- **Records contained in a dataset**
────────────────
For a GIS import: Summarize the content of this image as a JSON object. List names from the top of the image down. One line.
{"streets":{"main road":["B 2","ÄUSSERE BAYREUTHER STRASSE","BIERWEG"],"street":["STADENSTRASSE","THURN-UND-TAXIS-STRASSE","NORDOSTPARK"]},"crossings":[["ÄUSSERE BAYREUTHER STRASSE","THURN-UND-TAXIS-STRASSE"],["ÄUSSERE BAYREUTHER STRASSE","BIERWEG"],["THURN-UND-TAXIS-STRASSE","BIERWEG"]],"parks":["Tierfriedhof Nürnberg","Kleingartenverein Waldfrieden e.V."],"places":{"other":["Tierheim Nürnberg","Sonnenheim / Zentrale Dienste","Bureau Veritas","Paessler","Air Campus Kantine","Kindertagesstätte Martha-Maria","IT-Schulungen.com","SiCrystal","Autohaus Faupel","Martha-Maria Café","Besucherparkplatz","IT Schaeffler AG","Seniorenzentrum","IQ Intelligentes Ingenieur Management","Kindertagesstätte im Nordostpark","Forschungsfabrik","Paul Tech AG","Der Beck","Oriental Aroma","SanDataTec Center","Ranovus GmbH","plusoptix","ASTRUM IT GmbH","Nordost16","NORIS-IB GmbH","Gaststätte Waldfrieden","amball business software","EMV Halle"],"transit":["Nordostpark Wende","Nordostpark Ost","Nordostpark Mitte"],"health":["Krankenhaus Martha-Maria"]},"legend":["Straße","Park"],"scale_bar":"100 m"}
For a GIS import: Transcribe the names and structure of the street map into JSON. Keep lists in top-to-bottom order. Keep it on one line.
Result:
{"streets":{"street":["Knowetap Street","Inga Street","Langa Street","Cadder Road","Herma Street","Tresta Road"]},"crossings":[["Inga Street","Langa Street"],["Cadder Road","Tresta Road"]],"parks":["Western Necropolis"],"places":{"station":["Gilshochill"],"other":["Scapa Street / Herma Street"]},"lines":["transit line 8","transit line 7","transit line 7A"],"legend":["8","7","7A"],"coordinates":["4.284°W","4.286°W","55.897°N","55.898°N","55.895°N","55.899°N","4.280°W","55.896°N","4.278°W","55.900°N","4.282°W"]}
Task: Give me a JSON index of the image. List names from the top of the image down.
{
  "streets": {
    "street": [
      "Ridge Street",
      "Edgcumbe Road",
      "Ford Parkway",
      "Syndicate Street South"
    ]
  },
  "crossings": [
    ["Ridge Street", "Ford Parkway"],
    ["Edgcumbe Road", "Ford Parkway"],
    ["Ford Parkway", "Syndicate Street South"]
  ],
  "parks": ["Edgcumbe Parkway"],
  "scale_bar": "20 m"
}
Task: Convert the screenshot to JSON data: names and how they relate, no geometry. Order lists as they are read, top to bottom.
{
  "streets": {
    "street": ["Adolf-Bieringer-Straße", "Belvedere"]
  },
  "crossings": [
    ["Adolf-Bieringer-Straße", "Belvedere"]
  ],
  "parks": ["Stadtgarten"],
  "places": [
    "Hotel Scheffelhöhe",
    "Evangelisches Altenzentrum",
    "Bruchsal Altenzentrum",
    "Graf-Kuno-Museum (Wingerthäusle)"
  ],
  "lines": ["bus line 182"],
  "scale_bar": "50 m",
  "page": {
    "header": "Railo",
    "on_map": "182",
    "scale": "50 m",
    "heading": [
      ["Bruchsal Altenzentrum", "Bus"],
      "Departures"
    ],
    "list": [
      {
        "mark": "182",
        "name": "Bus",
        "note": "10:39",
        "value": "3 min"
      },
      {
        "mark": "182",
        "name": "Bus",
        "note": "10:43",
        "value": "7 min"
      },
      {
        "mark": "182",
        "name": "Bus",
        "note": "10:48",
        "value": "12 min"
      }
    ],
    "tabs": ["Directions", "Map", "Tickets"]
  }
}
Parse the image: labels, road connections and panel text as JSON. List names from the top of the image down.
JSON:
────────────────
- **INSTRUCTIONS TO FOLLOW**
Each of the entries above is to be repeated exactly.

- **OUTPUT OF THE EXERCISE**
For a GIS import: Summarize the content of this image as a JSON object. List names from the top of the image down. One line.
{"streets":{"main road":["B 2","ÄUSSERE BAYREUTHER STRASSE","BIERWEG"],"street":["STADENSTRASSE","THURN-UND-TAXIS-STRASSE","NORDOSTPARK"]},"crossings":[["ÄUSSERE BAYREUTHER STRASSE","THURN-UND-TAXIS-STRASSE"],["ÄUSSERE BAYREUTHER STRASSE","BIERWEG"],["THURN-UND-TAXIS-STRASSE","BIERWEG"]],"parks":["Tierfriedhof Nürnberg","Kleingartenverein Waldfrieden e.V."],"places":{"other":["Tierheim Nürnberg","Sonnenheim / Zentrale Dienste","Bureau Veritas","Paessler","Air Campus Kantine","Kindertagesstätte Martha-Maria","IT-Schulungen.com","SiCrystal","Autohaus Faupel","Martha-Maria Café","Besucherparkplatz","IT Schaeffler AG","Seniorenzentrum","IQ Intelligentes Ingenieur Management","Kindertagesstätte im Nordostpark","Forschungsfabrik","Paul Tech AG","Der Beck","Oriental Aroma","SanDataTec Center","Ranovus GmbH","plusoptix","ASTRUM IT GmbH","Nordost16","NORIS-IB GmbH","Gaststätte Waldfrieden","amball business software","EMV Halle"],"transit":["Nordostpark Wende","Nordostpark Ost","Nordostpark Mitte"],"health":["Krankenhaus Martha-Maria"]},"legend":["Straße","Park"],"scale_bar":"100 m"}
For a GIS import: Transcribe the names and structure of the street map into JSON. Keep lists in top-to-bottom order. Keep it on one line.
Result:
{"streets":{"street":["Knowetap Street","Inga Street","Langa Street","Cadder Road","Herma Street","Tresta Road"]},"crossings":[["Inga Street","Langa Street"],["Cadder Road","Tresta Road"]],"parks":["Western Necropolis"],"places":{"station":["Gilshochill"],"other":["Scapa Street / Herma Street"]},"lines":["transit line 8","transit line 7","transit line 7A"],"legend":["8","7","7A"],"coordinates":["4.284°W","4.286°W","55.897°N","55.898°N","55.895°N","55.899°N","4.280°W","55.896°N","4.278°W","55.900°N","4.282°W"]}
Task: Give me a JSON index of the image. List names from the top of the image down.
{
  "streets": {
    "street": [
      "Ridge Street",
      "Edgcumbe Road",
      "Ford Parkway",
      "Syndicate Street South"
    ]
  },
  "crossings": [
    ["Ridge Street", "Ford Parkway"],
    ["Edgcumbe Road", "Ford Parkway"],
    ["Ford Parkway", "Syndicate Street South"]
  ],
  "parks": ["Edgcumbe Parkway"],
  "scale_bar": "20 m"
}
Task: Convert the screenshot to JSON data: names and how they relate, no geometry. Order lists as they are read, top to bottom.
{
  "streets": {
    "street": ["Adolf-Bieringer-Straße", "Belvedere"]
  },
  "crossings": [
    ["Adolf-Bieringer-Straße", "Belvedere"]
  ],
  "parks": ["Stadtgarten"],
  "places": [
    "Hotel Scheffelhöhe",
    "Evangelisches Altenzentrum",
    "Bruchsal Altenzentrum",
    "Graf-Kuno-Museum (Wingerthäusle)"
  ],
  "lines": ["bus line 182"],
  "scale_bar": "50 m",
  "page": {
    "header": "Railo",
    "on_map": "182",
    "scale": "50 m",
    "heading": [
      ["Bruchsal Altenzentrum", "Bus"],
      "Departures"
    ],
    "list": [
      {
        "mark": "182",
        "name": "Bus",
        "note": "10:39",
        "value": "3 min"
      },
      {
        "mark": "182",
        "name": "Bus",
        "note": "10:43",
        "value": "7 min"
      },
      {
        "mark": "182",
        "name": "Bus",
        "note": "10:48",
        "value": "12 min"
      }
    ],
    "tabs": ["Directions", "Map", "Tickets"]
  }
}
Parse the image: labels, road connections and panel text as JSON. List names from the top of the image down.
JSON:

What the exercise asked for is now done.